Ex-CIA chief John Brennan has hit back at President Donald Trump after he ordered his security clearance revoked, citing the Russia inquiry.
In a newspaper on Thursday, Mr Brennan wrote that Mr Trump's campaign had colluded with Moscow to win in 2016.
The withdrawal of his clearance bars a vocal critic from being able to access sensitive government information.
The White House said his move was due to Mr Brennan's "erratic conduct" and "outrageous allegations".
But in an interview with the Wall Street Journal, Mr Trump cited the Department of Justice ongoing inquiry into Russia's alleged efforts to interfere in the 2016 US election.
"It is a sham," Mr Trump told the Wall Street Journal referring to that investigation.
Revoking Mr Brennan's clearance "had to be done", the US president added.
Mr Trump said that Mr Brennan and "these people" from the US intelligence community had "led" the Russia inquiry.
Mr Brennan was director of the CIA when the alleged Kremlin meddling took place and stepped down after Mr Trump won the election.
In a New York Times piece on Thursday, Mr Brennan said the revoking of his security clearance was a politically motivated "attempt to scare into silence" other critics of the president.
"Mr Trump's claims of no collusion are, in a word, hogwash," the former CIA director wrote in the New York Times.
He said it only remained to determine whether criminal conspiracy, obstruction of justice or money laundering had been committed.
Last year, Mr Brennan said the Russia inquiry was "well-founded" because Russians had "brazenly interfered" in the vote.
President Trump has repeatedly denounced the probe as a political "witch hunt".
What did Trump's statement say exactly?
Mr Trump's written statement on Wednesday was dated to 26 July - three days after the White House first proposed the idea.
It said that Mr Brennan's "lying and recent conduct, characterised by increasingly frenzied commentary... facilitates the very aim of our adversaries, which is to sow division and chaos".
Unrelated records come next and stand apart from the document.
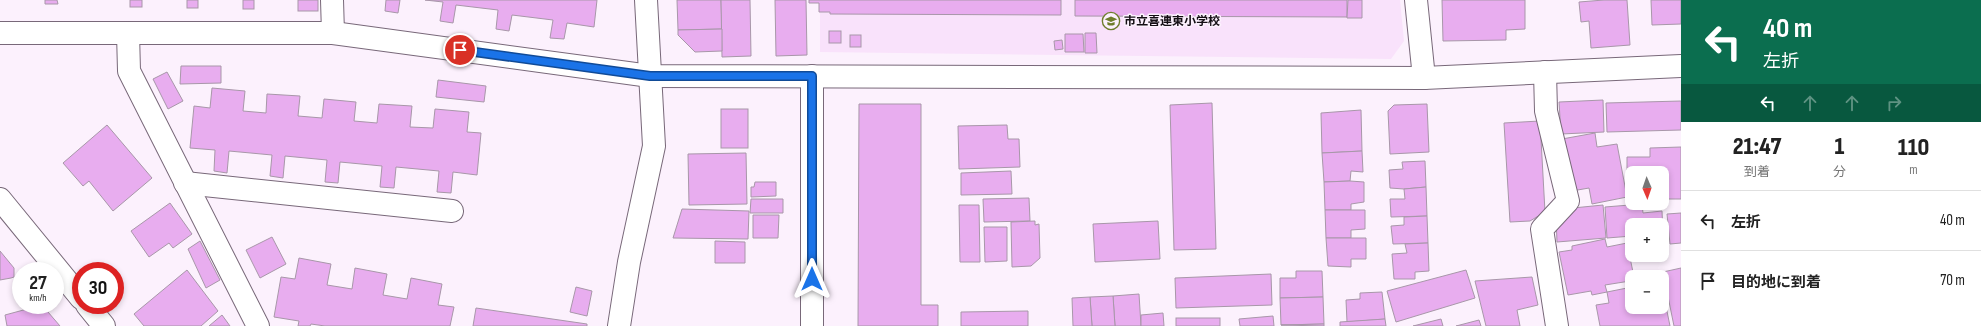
<!DOCTYPE html>
<html lang="ja">
<head>
<meta charset="utf-8">
<style>
	:root { --surface:#fff; --page:#f6f6f6; --text:#222; --muted:#767676; --line:#e0e0e0 }
	body { margin:0; font-family:"Sofia Sans Condensed","Noto Sans JP",sans-serif; background:var(--page); color:var(--text); height:100vh; display:flex; flex-direction:column; font-size:15px; white-space:nowrap }
	* { box-sizing:border-box; margin:0 }
	p { font-size:13px; color:var(--muted) }
	.icon { flex:none; width:22px; height:22px; fill:none; stroke:currentColor; stroke-width:2; stroke-linecap:round; stroke-linejoin:round }
	.map { position:relative; flex:1; overflow:hidden }
	.sheet { display:flex; flex-direction:column; background:var(--surface); width:300px }
	.sheet>* { flex:none }
	.banner { background:#0b6e4f; color:#fff; overflow:hidden }
	.needle { width:26px; rotate:178deg }
	.controls { position:absolute; left:1625px; top:166px; display:grid; gap:8px }
	.controls a { display:grid; place-items:center; width:44px; height:44px; border-radius:8px; background:var(--surface); box-shadow:0 2px 6px #0003; font-size:20px }
	.speed { position:absolute; left:12px; top:262px; display:flex; gap:8px; font-size:20px; font-weight:700; text-align:center }
	.speed>* { display:grid; place-content:center; width:52px; height:52px; border-radius:50%; background:var(--surface); box-shadow:0 2px 6px #0003; line-height:1 }
	.speed small { font-size:10px; font-weight:400 }
	.speed .limit { border:6px solid #d22; background:#fff; color:#111 }
	.pin { position:absolute; display:grid; place-items:center; width:34px; height:34px; color:#fff; margin:-17px; border:2px solid #fff; border-radius:50%; box-shadow:0 1px 4px #0007 }
	.me { position:absolute; width:44px; margin:-22px; rotate:0deg; stroke-linejoin:round; filter:drop-shadow(0 0 3px #0008) }
	.turn { display:flex; align-items:center; gap:14px; height:84px; padding:0 16px; font-size:18px }
	.turn .icon { width:52px; height:52px; stroke-width:2.5 }
	.turn b { display:block; font-size:28px; line-height:34px }
	.lanes { display:flex; align-items:center; height:38px; padding:0 16px; background:#0003; justify-content:center; gap:20px; direction:ltr }
	.lanes .off { opacity:.35 }
	.eta { display:flex; justify-content:space-evenly; align-items:center; height:68px; text-align:center }
	.eta b { font-size:24px; font-weight:800; line-height:28px }
	ul { padding:0; list-style:none }
	li { display:flex; align-items:center; gap:12px; height:60px; padding:0 16px; border-top:1px solid var(--line) }
	li div { flex:1 }
	li b { display:block; font-size:15px }
	li em { font-style:normal }
	main { display:flex; flex:1; min-height:0 }
	.map>svg:first-child { display:block }
	.built { fill:#f9e2fb }
	.building { fill:#e8adef; stroke:#a897a9 }
	.lines { fill:none; stroke-linecap:round; stroke-linejoin:round }
	.street-casing { stroke:#786879; stroke-width:24 }
	.secondary-casing { stroke:#786879; stroke-width:24 }
	.street { stroke:#fff; stroke-width:22 }
	.secondary { stroke:#fff; stroke-width:22 }
	.route-casing { stroke:#114b97; stroke-width:10 }
	.route { stroke:#1a73e8; stroke-width:7 }
	.labels { text-anchor:middle; stroke-width:3; stroke-linejoin:round; paint-order:stroke }
	.poi-label { font-size:12px; font-weight:bold; fill:#140e14; stroke:#fcf1fd; text-anchor:start }
</style>
</head>
<body>
<main>
<div class="map">
<svg width="1681" height="326" viewBox="0 0 1681 326">
	<rect width="100%" height="100%" fill="#fcf1fd"/>
	<polygon class="built" points="820,0 1400,0 1404,41 1391,59 820,52"/>
	<g class="building">
		<polygon points="45,0 57,0 58,4 45,4"/>
		<rect x="130" y="0" width="12" height="7"/>
		<rect x="187" y="0" width="11" height="8"/>
		<rect x="243" y="0" width="11" height="9"/>
		<rect x="298" y="0" width="20" height="11"/>
		<polygon points="386,0 400,0 398,13 385,11"/>
		<polygon points="425,0 597,0 594,27 567,23 564,39 550,38 553,20 512,15 509,31 496,29 498,10 456,5 453,23 440,21 443,2"/>
		<polygon points="677,0 721,0 722,29 678,30"/>
		<polygon points="721,0 750,0 751,56 722,57"/>
		<polygon points="775,0 806,0 807,55 776,56"/>
		<polygon points="809,0 1061,0 1061,15 830,14 830,12 819,12 819,3 809,3"/>
		<polygon points="1075,0 1347,0 1347,17 1075,16"/>
		<polygon points="1348,0 1362,0 1362,18 1347,18"/>
		<polygon points="1442,0 1525,0 1525,29 1506,30 1506,40 1443,41"/>
		<polygon points="1604,0 1627,0 1630,45 1591,48 1589,21 1581,22 1579,2"/>
		<polygon points="1651,0 1681,0 1681,24 1652,25"/>
		<polygon points="722,29 722,51 695,52 678,35 678,30"/>
		<rect x="829" y="31" width="12" height="12"/>
		<polygon points="1085,33 1096,33 1097,53 1085,53"/>
		<polygon points="1065,34 1083,34 1084,52 1065,52"/>
		<rect x="850" y="35" width="11" height="12"/>
		<polygon points="1062,40 1063,49 1055,50 1054,41"/>
		<polygon points="181,66 221,66 221,83 180,84"/>
		<polygon points="167,72 183,101 168,109 153,79"/>
		<polygon points="438,80 486,86 484,102 436,97"/>
		<polygon points="212,88 245,91 243,111 266,113 267,94 300,96 298,116 322,118 324,99 356,102 354,121 377,123 379,104 412,106 410,127 433,128 435,109 469,112 467,132 481,133 477,175 453,172 451,193 437,192 439,171 396,167 394,188 380,187 382,166 340,162 338,183 325,182 327,160 285,156 283,178 270,176 272,155 229,151 227,173 214,171 215,150 190,148 194,106 210,108"/>
		<polygon points="1603,100 1604,132 1561,134 1559,102"/>
		<polygon points="1681,101 1681,130 1607,132 1606,103"/>
		<polygon points="1212,103 1216,249 1174,250 1170,105"/>
		<polygon points="859,104 921,104 921,305 938,305 938,326 858,326"/>
		<polygon points="1427,104 1429,152 1390,154 1388,111 1394,105"/>
		<rect x="721" y="109" width="27" height="39"/>
		<polygon points="1361,110 1362,151 1322,153 1321,113"/>
		<polygon points="1540,121 1545,212 1530,221 1510,222 1504,123"/>
		<polygon points="107,125 152,178 113,211 89,181 83,186 63,163"/>
		<polygon points="1007,125 1008,139 1019,139 1020,167 959,169 958,126"/>
		<polygon points="1595,133 1597,147 1617,144 1627,197 1592,204 1589,188 1572,191 1562,139"/>
		<polygon points="1681,147 1681,199 1662,199 1662,173 1632,173 1632,175 1627,175 1627,157 1650,157 1650,148"/>
		<polygon points="1362,151 1363,172 1351,171 1350,181 1324,182 1322,153"/>
		<polygon points="746,153 747,204 689,205 688,154"/>
		<polygon points="1425,161 1426,187 1404,189 1390,188 1389,170 1403,169 1402,162"/>
		<polygon points="1011,171 1012,194 961,195 961,173"/>
		<polygon points="1350,181 1364,182 1364,202 1351,204 1351,210 1325,210 1324,182"/>
		<polygon points="755,182 776,182 776,196 751,197 751,187 754,187"/>
		<polygon points="1426,187 1427,216 1391,217 1390,199 1405,199 1404,189"/>
		<polygon points="1029,198 1030,221 984,222 983,199"/>
		<polygon points="751,199 783,199 783,213 750,213"/>
		<polygon points="170,203 192,234 173,248 169,243 149,257 131,231"/>
		<polygon points="1642,204 1643,213 1662,211 1663,234 1662,225 1632,225 1632,236 1607,238 1605,207"/>
		<polygon points="959,205 979,205 980,262 960,262"/>
		<polygon points="1603,205 1606,238 1557,242 1556,217 1563,209"/>
		<polygon points="682,209 749,211 748,239 673,238"/>
		<polygon points="1325,210 1365,210 1365,229 1351,230 1351,238 1326,238"/>
		<polygon points="1681,213 1681,243 1670,244 1667,214"/>
		<polygon points="753,215 779,215 778,238 753,238"/>
		<polygon points="1427,216 1428,243 1393,244 1391,226 1404,225 1404,217"/>
		<polygon points="1035,221 1035,225 1039,224 1040,258 1031,266 1012,267 1011,222"/>
		<polygon points="1158,221 1160,259 1095,262 1093,224"/>
		<polygon points="984,227 1007,227 1007,261 985,262"/>
		<polygon points="272,237 286,264 260,278 246,250"/>
		<polygon points="1326,238 1366,238 1366,259 1351,259 1351,267 1328,266"/>
		<polygon points="1605,239 1607,247 1627,243 1634,277 1629,278 1630,281 1605,285 1607,292 1592,295 1591,291 1568,295 1559,252 1572,250 1572,246"/>
		<polygon points="200,241 220,280 206,288 188,249"/>
		<polygon points="715,241 745,242 745,263 715,263"/>
		<polygon points="1428,243 1429,271 1415,272 1415,279 1394,279 1392,254 1407,253 1405,244"/>
		<polygon points="0,251 14,268 14,277 11,278 0,280"/>
		<polygon points="299,258 331,264 327,285 352,289 355,268 387,274 383,295 407,299 411,278 442,284 438,305 454,307 450,326 325,326 311,324 310,326 298,326 299,321 274,317 281,277 295,279"/>
		<polygon points="1681,268 1681,326 1674,326 1663,272"/>
		<polygon points="187,270 218,311 201,326 144,326 134,314"/>
		<polygon points="1466,270 1475,298 1396,322 1387,291"/>
		<polygon points="1296,271 1322,271 1323,297 1280,298 1280,278 1296,278"/>
		<polygon points="1659,272 1660,277 1635,277 1635,276"/>
		<polygon points="1271,274 1272,305 1176,308 1175,278"/>
		<polygon points="1532,277 1538,305 1517,310 1520,326 1486,326 1475,281"/>
		<polygon points="576,287 592,291 587,316 570,312"/>
		<polygon points="1632,287 1632,307 1662,307 1662,287 1670,326 1600,326 1596,305 1609,303 1607,292"/>
		<polygon points="1382,292 1385,319 1347,322 1346,300 1360,299 1360,293"/>
		<polygon points="1139,294 1141,326 1115,326 1113,296"/>
		<polygon points="1113,296 1115,326 1092,326 1090,297"/>
		<polygon points="1090,297 1092,326 1073,326 1072,298"/>
		<polygon points="1323,297 1324,324 1281,325 1280,298"/>
		<polygon points="42,305 60,326 7,326 5,315"/>
		<polygon points="476,308 587,324 587,326 473,326"/>
		<polygon points="1028,311 1028,326 961,326 961,312"/>
		<polygon points="1163,313 1164,326 1141,326 1141,315"/>
		<polygon points="222,315 230,326 209,326"/>
		<polygon points="1273,316 1274,326 1240,326 1239,319"/>
		<rect x="1176" y="318" width="44" height="8"/>
		<polygon points="1385,319 1386,326 1340,326 1340,322"/>
		<polygon points="1441,319 1443,326 1413,326"/>
		<polygon points="1479,320 1481,326 1456,326"/>
		<polygon points="1324,324 1324,326 1281,325"/>
	</g>
	<g class="lines">
		<defs>
			<g id="street">
				<polyline points="332,0 333,33"/>
				<polyline points="1416,0 1424,78"/>
				<polyline points="0,33 333,33 650,76 1424,78 1681,66"/>
				<polyline points="128,33 129,71 258,326"/>
				<polyline points="1545,72 1546,111 1568,201 1542,229 1557,326"/>
				<polyline points="185,183 452,211"/>
				<polyline points="812,326 812,76"/>
			</g>
			<g id="secondary">
				<polyline points="0,199 81,298"/>
				<polyline points="87,305 104,326"/>
				<polyline points="619,326 629,262 654,146 646,0"/>
			</g>
		</defs>
		<use href="#street" class="street-casing"/>
		<use href="#secondary" class="secondary-casing"/>
		<use href="#street" class="street"/>
		<use href="#secondary" class="secondary"/>
	</g>
	<g class="lines">
		<defs>
			<polyline id="route" points="460,50 650,76 812,76 812,279"/>
		</defs>
		<use href="#route" class="route-casing"/>
		<use href="#route" class="route"/>
	</g>
	<defs>
		<symbol id="school-ring" viewBox="-11 -11 22 22"><circle r="9.5" fill="#fcf1fd" stroke="#6e7d2b" stroke-width="1.5"/><path d="M0-5L7-2L0 1L-7-2ZM-4 1L0 2.5L4 1V4Q0 6-4 4Z" fill="#6e7d2b"/></symbol>
	</defs>
	<g fill-rule="evenodd">
		<use href="#school-ring" x="1101" y="11" width="20" height="20"/>
	</g>
	<g class="labels">
		<g class="poi-label">
			<text x="1124" y="25">市立喜連東小学校</text>
		</g>
	</g>
</svg>
<div class="controls">
<a><svg class="needle" viewBox="-14 -14 28 28"><path d="M0-13l5 13h-10z" fill="#e53935"/><path d="M0 13l5-13h-10z" fill="#767676"/></svg></a>
<a>+</a>
<a>−</a>
</div>
<div class="speed"><div>27<small>km/h</small></div><div class="limit">30</div></div>
<div class="pin" style="left:460px;top:50px;background:#d93025"><svg class="icon" aria-label="arrive" viewBox="0 0 24 24"><path d="M6 21V4h12l-3 4 3 4H6"/></svg></div>
<svg class="me" style="left:812px;top:279px" viewBox="-20 -20 40 40"><path d="M0-17L14 15 0 8-14 15z" fill="#1a73e8" stroke="#fff" stroke-width="4"/></svg>
</div>
<section class="sheet">
<div class="banner">
<div class="turn"><svg class="icon" aria-label="left" viewBox="0 0 24 24"><path d="M17 20v-9H6M10 6l-5 5 5 5"/></svg><div><b>40 m</b>左折</div></div>
<div class="lanes"><svg class="icon" aria-label="left" viewBox="0 0 24 24"><path d="M17 20v-9H6M10 6l-5 5 5 5"/></svg><svg class="icon off" aria-label="ahead" viewBox="0 0 24 24"><path d="M12 20V5M6 11l6-6 6 6"/></svg><svg class="icon off" aria-label="ahead" viewBox="0 0 24 24"><path d="M12 20V5M6 11l6-6 6 6"/></svg><svg class="icon off" aria-label="right" viewBox="0 0 24 24"><path d="M7 20v-9h11M14 6l5 5-5 5"/></svg></div>
</div>
<div class="eta">
<div><b>21:47</b><p>到着</p></div>
<div><b>1</b><p>分</p></div>
<div><b>110</b><p>m</p></div>
</div>
<ul>
<li><svg class="icon" aria-label="left" viewBox="0 0 24 24"><path d="M17 20v-9H6M10 6l-5 5 5 5"/></svg><div><b>左折</b></div><em>40 m</em></li>
<li><svg class="icon" aria-label="arrive" viewBox="0 0 24 24"><path d="M6 21V4h12l-3 4 3 4H6"/></svg><div><b>目的地に到着</b></div><em>70 m</em></li>
</ul>
</section>
</main>
</body>
</html>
The statement added that Mr Trump was also reviewing access to classified information for nine other high-ranking officials, all of whom have criticised the president:
James Comey, former FBI director
Sally Yates, former deputy attorney general
James Clapper, former director of national intelligence
Michael Hayden, former national security agency director
Susan Rice, former national security adviser
Andrew McCabe, former FBI deputy director
Peter Strzok, former FBI investigator
Lisa Page, former FBI lawyer
Bruce Ohr, former associate deputy attorney general
What has the reaction been?
Democratic lawmakers were strident in their criticism.
Virginia Senator Mark Warner said it "smacks of Nixonian-type practices".
Some Republicans praised the move, including Senator Rand Paul who said he "urged the president to do this."
"[Mr Brennan's] behaviour in government and out of it demonstrate why he should not be allowed near classified information," he said in a statement.
Louisiana Senator John Kennedy said Mr Brennan was a "butthead" who had "given the national intelligence community a bad name".
But Senator Susan Collins, a moderate Maine Republican, was more measured.
She said although Mr Brennan was "far too political in his statements", there were no grounds to revoke his clearance "unless there was a disclosure of classified information".